2.      Diketatkannya standar untuk menjadi seorang birokrat, terutama dalam penguasaan keterampilan teknologi seperti komputer.
3.      Pengenalan sanksi tegas bagi setiap pelanggaran ketika masa rekruitmen baru, bila perlu diberikan contoh nyata.

Kuratif
Dalam upaya pemecahan masalah dalam hal proses yang sedang berjalan, langkah-langkah kuratif antara lain:
1.      Reformasi birokrasi secara menyeluruh, terutama dalam hal ketaatan terhadap asas-asas penyelenggaraan negara yang baik.
2.      perlunya langkah-langkah represif, sebab selama ini segala bentuk patologi yang ada selalu berulang dan terus berlanjut dari generasi ke generasi.
3.      Para pimpinan birokrat perlu memeberi contoh yang baik, selain itu perlu didukung dengan upaya yang bersifat kompetitif ditambah dengan penghargaan terhadap prestasi kerja, dimana dengan upaya tersebut para birokrat semakin memperbaiki kualitas kerja mereka.
4.      Penyelenggaraan pelatihan-pelatihan untuk meningkatkan kemampuan dan keterampilan para birokrat.

 4. Kesimpulan
      Kesimpulan yang dapat ditarik dalam kasus dan analisis yang ada antara lain:
1.      Bahwa masih lemahnya penerapan terhadap Asas-Asas Umum Pemerintahan Yang Baik maupun Asas-Asas Penyelenggaraan Negara.
2.      Peningkatan pengawasan dan juga keadaran hukum terhadap kinerja birokrat khususnya di DKI  Jakarta merupakan hal yang mutlak dan mendesak.
3.      Peningkatan kemampuan, keterampilan, dan integritas para birokrat perlu terus dikaji ulang, tidak hanya ketika saat rekruitmen saja.

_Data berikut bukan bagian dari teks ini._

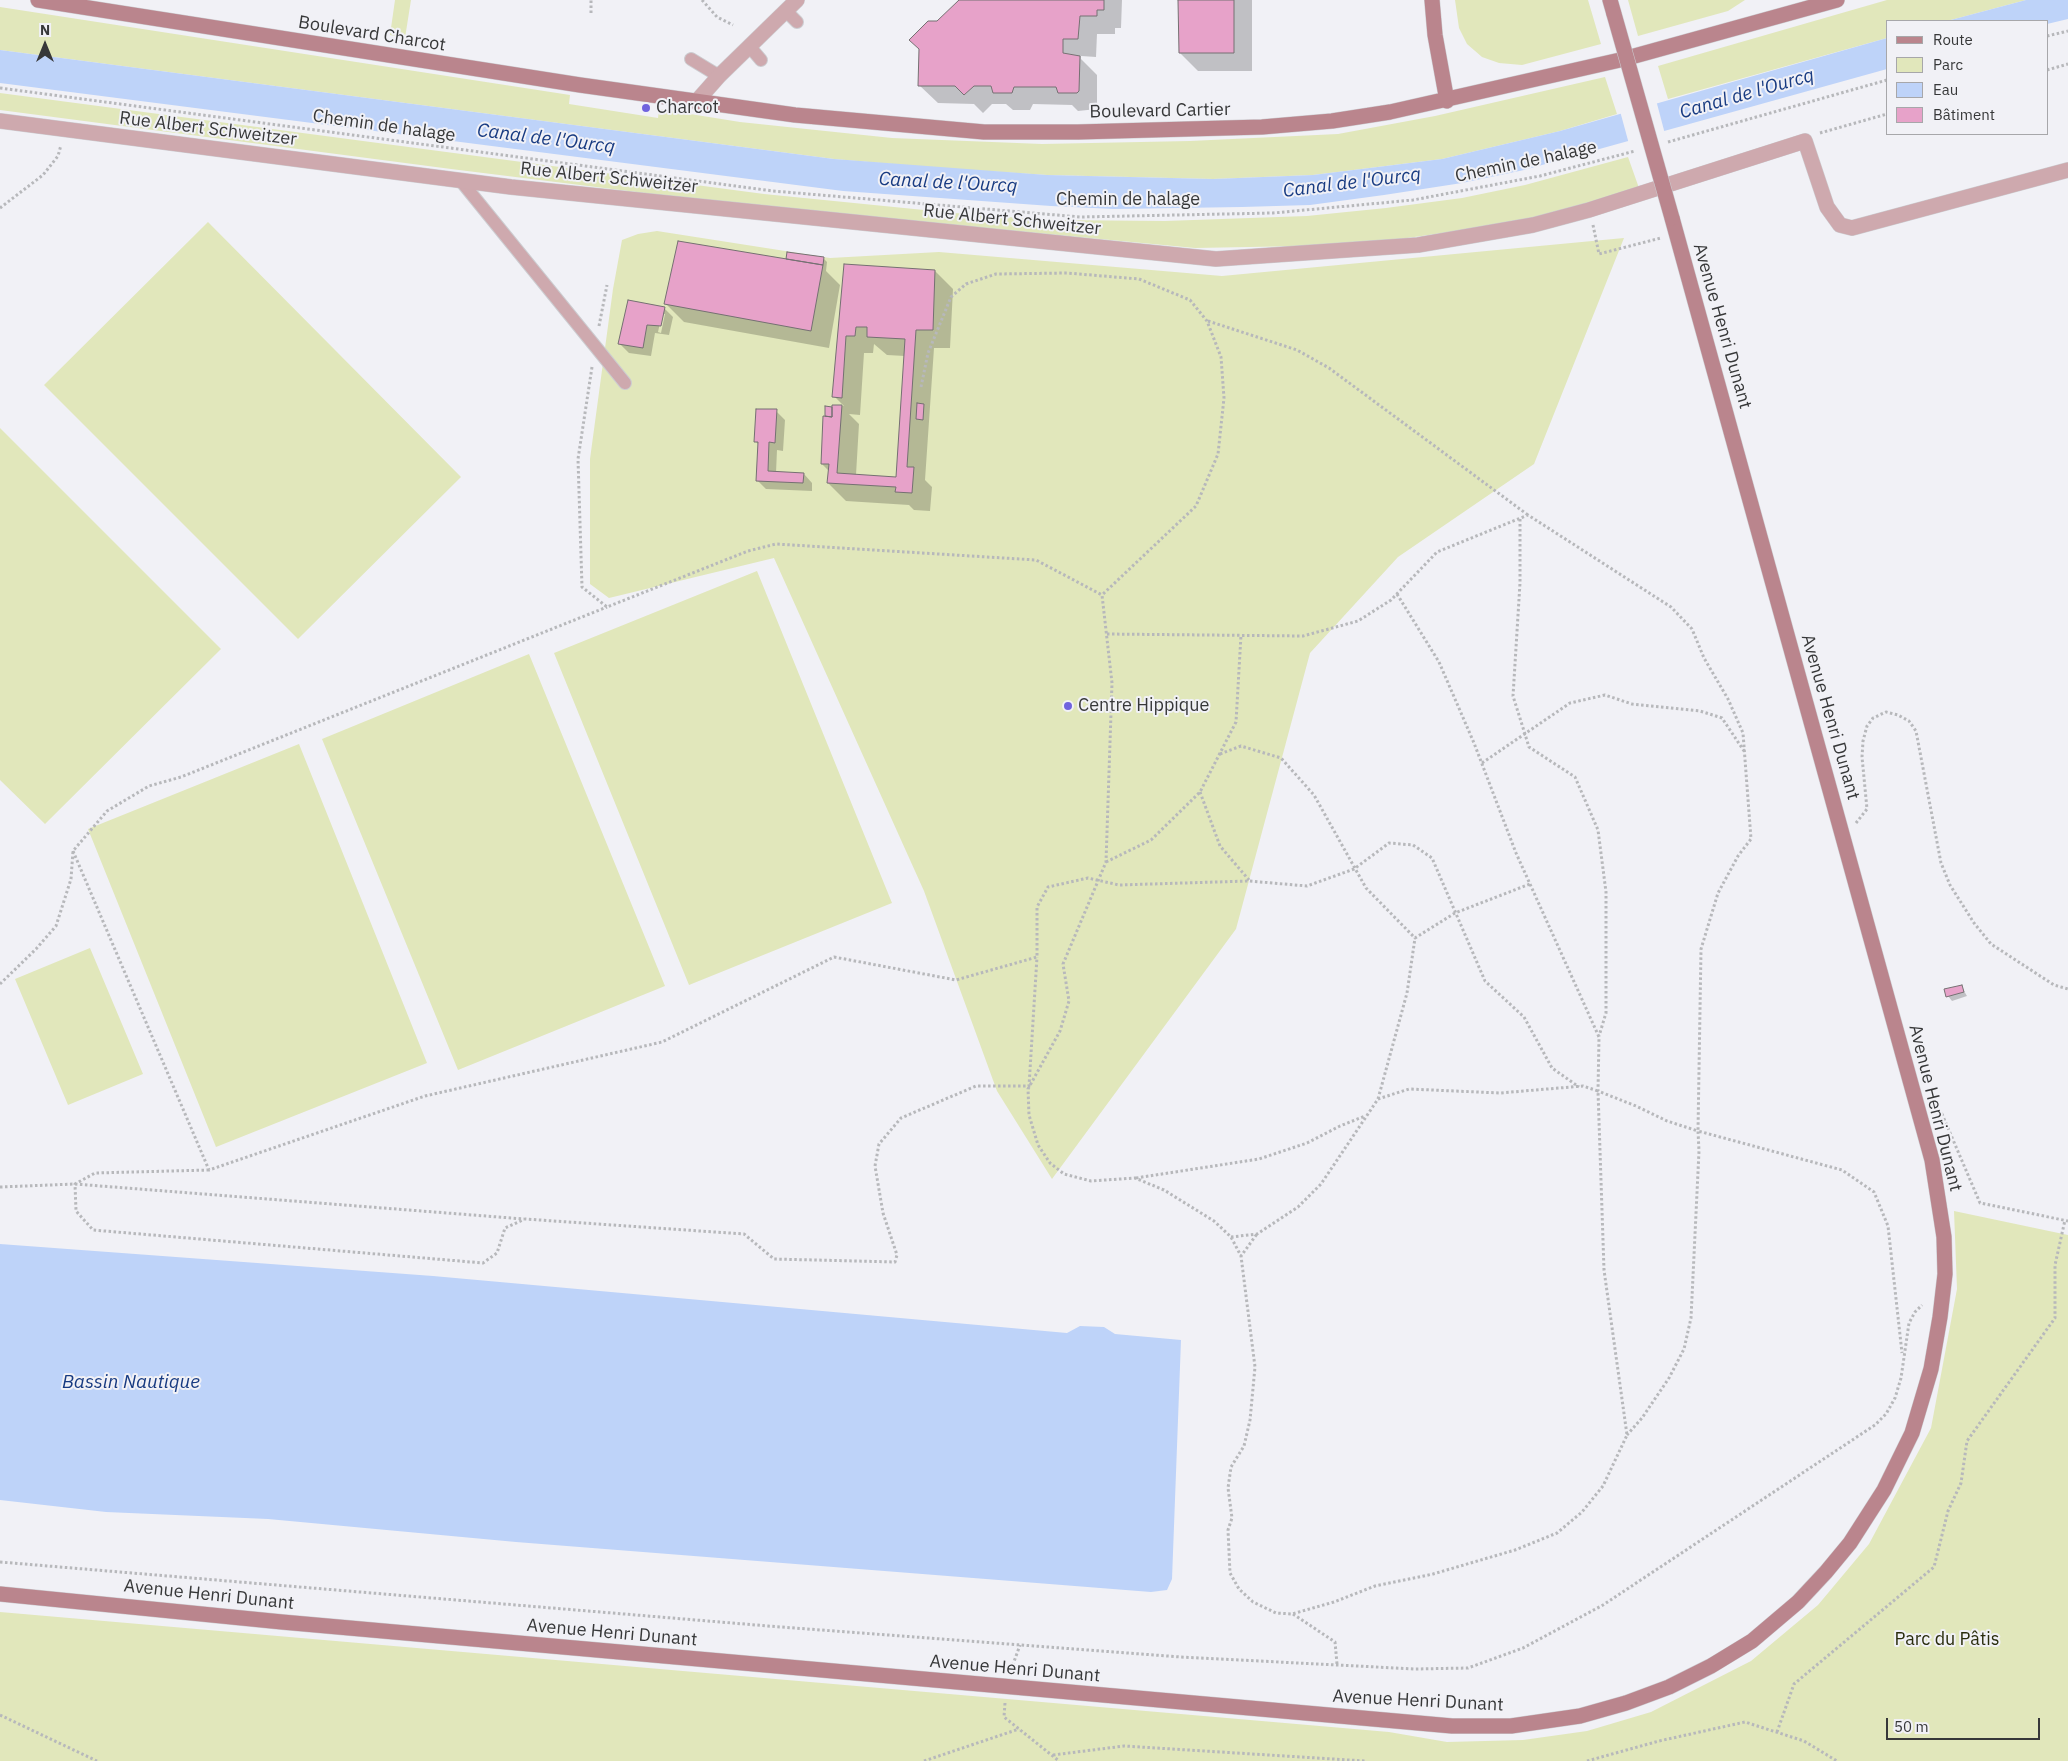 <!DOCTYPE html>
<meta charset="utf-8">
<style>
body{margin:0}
#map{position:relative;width:2068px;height:1761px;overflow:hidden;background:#f1f1f6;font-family:"IBM Plex Sans",sans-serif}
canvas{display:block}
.legend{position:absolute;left:1886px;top:20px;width:162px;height:115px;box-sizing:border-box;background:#f1f1f6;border:1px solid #a7a7aa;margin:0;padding:6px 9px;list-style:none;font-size:15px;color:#373839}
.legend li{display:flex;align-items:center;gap:10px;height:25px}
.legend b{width:25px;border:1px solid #a7a7aa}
.north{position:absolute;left:20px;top:20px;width:50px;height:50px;-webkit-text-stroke:4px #f1f1f6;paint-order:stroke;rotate:0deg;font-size:14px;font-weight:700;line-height:20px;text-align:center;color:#373839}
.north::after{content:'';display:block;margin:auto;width:18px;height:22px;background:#373839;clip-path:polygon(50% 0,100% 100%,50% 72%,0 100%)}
.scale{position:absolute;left:1886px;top:1718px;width:154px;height:22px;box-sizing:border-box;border:2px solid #373839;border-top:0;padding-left:6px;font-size:15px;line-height:18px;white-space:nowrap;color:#373839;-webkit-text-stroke:4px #f1f1f6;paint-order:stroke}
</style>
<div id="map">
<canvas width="2068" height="1761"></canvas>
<ul class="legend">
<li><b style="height:6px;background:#ba858d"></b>Route</li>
<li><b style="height:14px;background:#e1e7bb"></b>Parc</li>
<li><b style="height:14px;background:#bed3f9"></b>Eau</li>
<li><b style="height:14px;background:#e7a2c9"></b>Bâtiment</li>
</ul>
<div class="north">N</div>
<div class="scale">50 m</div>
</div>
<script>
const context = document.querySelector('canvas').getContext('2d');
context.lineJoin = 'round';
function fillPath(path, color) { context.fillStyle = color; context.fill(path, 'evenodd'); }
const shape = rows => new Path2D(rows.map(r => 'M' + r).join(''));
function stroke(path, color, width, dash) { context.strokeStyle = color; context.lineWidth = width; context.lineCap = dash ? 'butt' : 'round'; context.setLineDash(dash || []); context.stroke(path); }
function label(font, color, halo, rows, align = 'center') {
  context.font = font + ' "IBM Plex Sans",sans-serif'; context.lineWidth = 4; context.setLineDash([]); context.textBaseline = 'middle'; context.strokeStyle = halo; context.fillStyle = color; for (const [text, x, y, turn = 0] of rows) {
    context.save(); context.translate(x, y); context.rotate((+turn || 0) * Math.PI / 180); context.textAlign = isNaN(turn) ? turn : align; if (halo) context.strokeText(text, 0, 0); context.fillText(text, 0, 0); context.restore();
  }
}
fillPath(shape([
 [395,0,411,0,405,38,390,35],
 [1455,0,1588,0,1601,44,1522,65,1499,63,1482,57,1467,44,1459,28],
 [1628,0,1745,0,1728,11,1638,36],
 [1887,0,2026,0,1947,21,1887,21,1887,38,1668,99,1658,66],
 [0,7,570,95,569,104,658,118,659,109,740,122,892,138,1042,144,1190,141,1338,134,1435,116,1605,77,1617,114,1560,131,1442,159,1313,175,1213,179,1047,175,939,168,834,159,0,50],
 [0,93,764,194,954,213,1049,220,1165,221,1307,216,1386,208,1462,198,1525,185,1628,157,1639,188,1520,222,1358,245,1195,248,741,205,451,169,0,110],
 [208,222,461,477,298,639,44,385],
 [657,231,830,258,939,252,1222,276,1624,238,1534,464,1398,557,1310,653,1236,929,1052,1179,997,1091,924,891,774,558,609,598,590,584,590,459,613,289,622,240,638,234],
 [0,428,221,649,45,824,0,780],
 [757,571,892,903,689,985,554,653],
 [529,654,665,986,458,1070,322,739],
 [299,744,427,1063,216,1147,88,829],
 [90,948,143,1074,68,1105,15,979],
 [1954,1211,2068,1235,2068,1761,0,1761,0,1612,1389,1732,1447,1742,1523,1740,1587,1731,1651,1712,1751,1661,1818,1605,1869,1544,1931,1428,1957,1289]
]), '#e1e7bb');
fillPath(shape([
 [2026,0,2068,0,2068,19,2047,24,2047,21,1947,21],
 [1887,38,1887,69,1524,170,1462,183,1384,195,1310,205,1242,207,1114,209,1051,206,843,191,0,83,0,50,834,159,1047,175,1213,179,1313,175,1442,159,1560,131],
 [0,1244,433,1276,1067,1333,1080,1326,1104,1327,1115,1334,1181,1340,1172,1579,1167,1590,1151,1592,516,1542,268,1519,106,1512,0,1500]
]), '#bed3f9');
fillPath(shape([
 [1656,100,1665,134,1629,144,1620,111]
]), '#f1f1f6');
fillPath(shape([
 [961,0,1122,0,1121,28,1115,28,1115,34,1097,34,1096,57,1081,56,1081,59,1097,75,1097,109,1078,111,1072,105,1033,104,1030,110,1013,110,1006,104,992,104,983,113,974,104,938,103,919,85,938,23],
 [1179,0,1252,0,1252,71,1198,71,1180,53],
 [823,258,827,262,826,271,840,285,829,348,684,322,666,304,787,261],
 [845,266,935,271,953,289,950,348,934,348,925,480,932,487,930,511,914,510,909,505,846,501,828,483,829,471,822,464,828,418,826,415,833,406,844,406,834,396],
 [874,344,887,355,905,356,897,478,856,475,859,424,849,414,860,415,864,353,873,353],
 [664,308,673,317,669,335,655,333,651,356,629,353,620,344],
 [662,314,665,314,661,333,658,332],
 [776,411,785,420,783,451,777,450,776,473,804,474,812,483,812,491,766,489,757,480,759,445,755,441],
 [1961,986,1967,996,1952,1001,1948,996]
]), '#0003');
const building = shape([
 [959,0,1104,0,1104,10,1097,10,1097,16,1080,16,1078,39,1063,39,1063,53,1080,56,1079,91,1077,93,1058,93,1056,87,1014,87,1012,93,993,93,991,86,974,86,964,95,955,86,918,86,919,49,909,40,928,21,937,21,959,0],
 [1178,0,1234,0,1234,53,1179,53,1178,0],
 [678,241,823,265,811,331,664,304,678,241],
 [787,252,824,257,823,265,786,259,787,252],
 [844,264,935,270,933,330,916,330,907,467,914,467,912,493,895,492,896,487,827,483,829,464,821,464,823,416,832,417,832,405,842,405,837,473,896,477,905,339,867,337,867,327,856,327,855,336,846,336,842,398,832,397,844,264],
 [628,300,665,307,661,326,647,325,643,348,618,344,628,300],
 [917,403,924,404,923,420,916,419,917,403],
 [825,406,832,407,832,417,825,416,825,406],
 [756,409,777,409,775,443,769,442,768,471,804,473,803,483,756,481,758,442,754,442,756,409],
 [1962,985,1964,992,1946,997,1944,989,1962,985]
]);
fillPath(building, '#e7a2c9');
stroke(building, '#757072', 1);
const lane = shape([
 [786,11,797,22],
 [750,47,761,60],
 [691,59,719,76],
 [461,181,625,383]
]);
const street = shape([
 [696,102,719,76,797,0],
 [0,121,511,187,1216,259,1418,245,1533,225,1589,210,1805,141,1827,207,1840,225,1852,228,2068,170]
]);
const secondary = shape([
 [38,0,580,85,795,115,984,132,1078,132,1262,127,1332,121,1390,112,1620,60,1837,0],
 [1432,0,1435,35,1447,101],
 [1610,0,1614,14],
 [0,1594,282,1622,1452,1726,1511,1726,1580,1716,1626,1703,1669,1687,1711,1666,1752,1641,1798,1602,1826,1572,1850,1543,1884,1490,1912,1433,1931,1369,1940,1317,1945,1274,1944,1237,1932,1160,1672,218]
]);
stroke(lane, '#ccccd0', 14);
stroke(street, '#ccccd0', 16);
stroke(secondary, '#ccccd0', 16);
stroke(shape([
 [702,0,717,17,733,25],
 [591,13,591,0],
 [2047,36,2068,31],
 [2047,70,2068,64],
 [0,88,773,191,1080,217,1273,213,1413,200,1540,176,1635,151],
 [1820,133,1887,114],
 [1668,142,1887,80],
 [0,208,43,175,58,156,61,145],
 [1593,225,1599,254,1661,238],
 [1208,321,1297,350,1329,368,1528,515],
 [599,326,607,285],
 [592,367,578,459,582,587,607,607,748,551,776,544,1036,560,1102,595,1112,683,1106,862,1063,964,1069,1001,1060,1031,1028,1089,1029,1115,1038,1145,1050,1163,1064,1174,1091,1181,1135,1178,1164,1190,1214,1221,1231,1237,1241,1256,1257,1234],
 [921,387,928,353,951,297,966,284,996,274,1067,273,1139,279,1190,300,1207,321,1221,357,1224,398,1218,454,1196,506,1102,595],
 [1520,519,1520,583,1513,696,1529,747,1575,777,1598,830,1606,892,1606,1013,1599,1036],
 [1397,594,1439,662,1474,743,1516,853,1599,1037,1598,1091,1636,1106,1667,1121,1698,1131,1699,1151,1691,1318,1684,1349,1669,1378,1642,1418,1627,1435],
 [1107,634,1303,636,1358,621,1391,600,1437,552,1528,515,1671,607,1692,629,1704,658,1728,699,1743,733,1751,839,1738,856,1718,893,1701,949,1698,1131,1842,1170,1874,1192,1888,1226,1902,1353],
 [1220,754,1241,746,1281,758,1314,795,1366,888,1415,938,1455,913,1530,884],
 [1482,763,1570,703,1605,695,1632,704,1700,711,1722,718,1744,751],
 [1200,792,1220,846,1249,880],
 [1856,823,1867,809,1862,757,1863,741,1867,726,1873,718,1886,712,1898,715,1909,721,1916,731,1941,863,1950,885,1974,923,1991,944,2054,985,2068,989],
 [73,851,209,1170,425,1096,662,1042,834,957,956,980,1037,957,1037,907,1048,887,1088,878,1119,885,1249,881,1307,886,1354,869,1389,843,1413,845,1432,858,1485,981,1524,1017,1552,1068,1579,1087],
 [1106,862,1151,840,1200,792,1236,722,1241,635],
 [0,984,36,949,56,926,71,879,73,851,107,811,149,786,181,777,607,607],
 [1378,1099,1407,993,1415,938],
 [1937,1116,1942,1114,1980,1203,2068,1221],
 [209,1170,95,1173,75,1184,76,1211,93,1230,483,1263,497,1253,505,1228,525,1219,744,1234,774,1259,895,1262,897,1255,883,1213,875,1166,879,1144,901,1118,976,1086,1029,1086,1037,957],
 [1136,1178,1259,1159,1307,1143,1340,1126,1365,1116],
 [0,1187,75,1184,524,1219],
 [1231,1237,1257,1234,1298,1207,1321,1184,1378,1099,1409,1089,1500,1093,1583,1086,1598,1091,1604,1270,1627,1435,1603,1486,1582,1512,1557,1533,1515,1550,1433,1574,1375,1586,1334,1602,1292,1614,1276,1613,1253,1602,1239,1589,1230,1573,1228,1530,1232,1518,1228,1488,1231,1467,1244,1446,1250,1420,1255,1367,1241,1256],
 [0,1562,768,1626,1181,1657,1415,1669,1468,1668,1523,1648,1603,1605,1875,1425,1886,1414,1895,1398,1901,1378,1909,1323,1915,1312,1922,1305],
 [1293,1614,1335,1642,1337,1664],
 [1011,1670,1020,1645],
 [1005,1703,1004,1717,1059,1761],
 [0,1715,97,1761],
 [1777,1732,1794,1684,1934,1567,1948,1511,1961,1483,1967,1441,2055,1318,2055,1265,2065,1220],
 [1053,1755,1124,1746,1365,1761],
 [924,1761,1019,1729],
 [1587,1761,1659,1741,1745,1722,1804,1741,1837,1761]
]), '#b7b8bb', 3, [2.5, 2.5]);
stroke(lane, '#cea9ae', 12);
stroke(street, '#cea9ae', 15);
stroke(secondary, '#ba858d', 15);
const secondaryBridge = shape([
 [1614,14,1672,218]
]);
stroke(secondaryBridge, '#ccccd0', 16, []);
stroke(secondaryBridge, '#ba858d', 15);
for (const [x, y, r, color] of [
 [646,108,5,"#7063de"],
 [1068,706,5,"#7063de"]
]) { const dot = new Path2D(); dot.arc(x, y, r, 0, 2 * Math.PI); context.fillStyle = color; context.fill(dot); stroke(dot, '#f1f1f6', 2); }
label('18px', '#373839', '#f1f1f6', [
 ["Boulevard Charcot",372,34,9],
 ["Boulevard Cartier",1160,111,-1],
 ["Chemin de halage",384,126,8],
 ["Rue Albert Schweitzer",208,129,7],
 ["Chemin de halage",1526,162,-12],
 ["Rue Albert Schweitzer",609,178,6],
 ["Chemin de halage",1128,200],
 ["Rue Albert Schweitzer",1012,220,6],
 ["Avenue Henri Dunant",1722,326,74],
 ["Avenue Henri Dunant",1830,717,74],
 ["Avenue Henri Dunant",1935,1108,76],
 ["Avenue Henri Dunant",209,1595,6],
 ["Avenue Henri Dunant",612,1633,5],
 ["Avenue Henri Dunant",1015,1669,5],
 ["Avenue Henri Dunant",1418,1701,3]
]);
label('18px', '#373839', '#f1f1f6', [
 ["Charcot",656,108],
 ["Centre Hippique",1078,706]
], 'left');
label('18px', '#2a2d0d', '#f1f1f6', [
 ["Parc du Pâtis",1947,1640]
]);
label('italic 19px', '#183b82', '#f1f1f6', [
 ["Canal de l'Ourcq",1747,94,-16],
 ["Canal de l'Ourcq",546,139,7],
 ["Canal de l'Ourcq",948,183,3],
 ["Canal de l'Ourcq",1352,183,-7],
 ["Bassin Nautique",131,1383]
]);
</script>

[1] Hand Out Kuliah Birokrasi dan Manajemen Negara
[2] Ibid.
[3] Pasal 3 butir ke-5 dan ke-6, Undang-Undang Nomor 28 tahun 1999 Tentang Penyelenggaraan Negara Yang Bersih dan Bebas dari Korupsi, Kolusi dan Nepotisme.
[4] Prof. DR. Drs Astim R., S.H., M.H., Etika Pengawasan Masyarakat Terhadap Penyelenggaraan Negara yang Bersih dan Bebas dari Korupsi, Kolusi, dan Nepotisme, Disajikan dalam penyuluhan hukum yang diselenggarakan Lembaga Pemantau Tindak Pidana Korupsi Bandung, 30 Maret 2009.